**Task prompt**
Determine which lines of the records include the word "district", and copy them.

[[ Records provided open ]]

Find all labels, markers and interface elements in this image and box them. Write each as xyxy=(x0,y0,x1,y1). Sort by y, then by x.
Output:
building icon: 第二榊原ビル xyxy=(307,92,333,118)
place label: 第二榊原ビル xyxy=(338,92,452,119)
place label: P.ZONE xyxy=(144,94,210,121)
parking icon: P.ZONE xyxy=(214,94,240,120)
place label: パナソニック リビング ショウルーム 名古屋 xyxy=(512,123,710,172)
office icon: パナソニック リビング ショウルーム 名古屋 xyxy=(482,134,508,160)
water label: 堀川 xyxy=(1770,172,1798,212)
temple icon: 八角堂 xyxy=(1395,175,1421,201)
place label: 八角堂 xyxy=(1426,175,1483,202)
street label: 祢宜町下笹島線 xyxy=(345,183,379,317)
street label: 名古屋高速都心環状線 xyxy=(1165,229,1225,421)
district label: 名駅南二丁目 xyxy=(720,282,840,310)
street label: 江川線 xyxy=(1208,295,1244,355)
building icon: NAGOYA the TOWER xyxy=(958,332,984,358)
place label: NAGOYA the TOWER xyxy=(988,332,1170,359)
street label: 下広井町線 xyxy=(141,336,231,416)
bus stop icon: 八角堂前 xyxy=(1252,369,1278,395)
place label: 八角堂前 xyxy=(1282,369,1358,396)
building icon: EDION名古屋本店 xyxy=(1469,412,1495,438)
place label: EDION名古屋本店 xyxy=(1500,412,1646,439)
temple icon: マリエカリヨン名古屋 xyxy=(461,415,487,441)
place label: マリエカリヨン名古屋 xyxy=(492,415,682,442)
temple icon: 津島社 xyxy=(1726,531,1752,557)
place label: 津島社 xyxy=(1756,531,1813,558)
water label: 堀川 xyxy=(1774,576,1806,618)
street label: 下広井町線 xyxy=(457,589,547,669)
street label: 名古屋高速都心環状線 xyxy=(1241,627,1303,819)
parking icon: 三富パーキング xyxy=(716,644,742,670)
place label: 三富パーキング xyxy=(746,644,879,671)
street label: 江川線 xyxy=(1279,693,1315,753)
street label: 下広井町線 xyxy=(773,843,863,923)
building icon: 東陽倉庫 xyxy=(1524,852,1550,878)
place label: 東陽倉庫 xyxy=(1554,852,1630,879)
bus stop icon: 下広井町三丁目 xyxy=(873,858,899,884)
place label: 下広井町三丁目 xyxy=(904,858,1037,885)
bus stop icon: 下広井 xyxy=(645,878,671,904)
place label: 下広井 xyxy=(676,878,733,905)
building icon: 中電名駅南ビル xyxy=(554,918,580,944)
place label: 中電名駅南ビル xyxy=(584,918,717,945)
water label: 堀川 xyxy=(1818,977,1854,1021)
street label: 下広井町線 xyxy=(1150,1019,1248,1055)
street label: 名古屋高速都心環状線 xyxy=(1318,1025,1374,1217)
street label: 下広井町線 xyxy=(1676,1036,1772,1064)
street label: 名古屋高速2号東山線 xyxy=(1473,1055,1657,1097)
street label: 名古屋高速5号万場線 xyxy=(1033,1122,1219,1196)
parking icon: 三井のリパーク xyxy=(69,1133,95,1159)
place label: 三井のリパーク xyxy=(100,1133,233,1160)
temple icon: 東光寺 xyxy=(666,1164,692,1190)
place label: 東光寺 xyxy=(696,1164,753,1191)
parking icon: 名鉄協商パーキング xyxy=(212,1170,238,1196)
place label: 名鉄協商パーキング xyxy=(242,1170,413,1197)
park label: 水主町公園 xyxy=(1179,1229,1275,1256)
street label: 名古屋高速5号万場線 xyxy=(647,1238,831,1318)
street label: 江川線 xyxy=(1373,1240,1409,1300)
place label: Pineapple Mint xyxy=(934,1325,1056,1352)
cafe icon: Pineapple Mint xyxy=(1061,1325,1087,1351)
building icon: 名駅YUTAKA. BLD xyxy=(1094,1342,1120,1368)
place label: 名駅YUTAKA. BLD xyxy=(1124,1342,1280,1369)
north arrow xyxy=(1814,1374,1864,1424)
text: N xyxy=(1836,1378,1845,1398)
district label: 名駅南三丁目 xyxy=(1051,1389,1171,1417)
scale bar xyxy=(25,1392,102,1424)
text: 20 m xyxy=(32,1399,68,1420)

[[ Records provided closed ]]

**Solution to this task**
district label: 名駅南二丁目 xyxy=(720,282,840,310)
district label: 名駅南三丁目 xyxy=(1051,1389,1171,1417)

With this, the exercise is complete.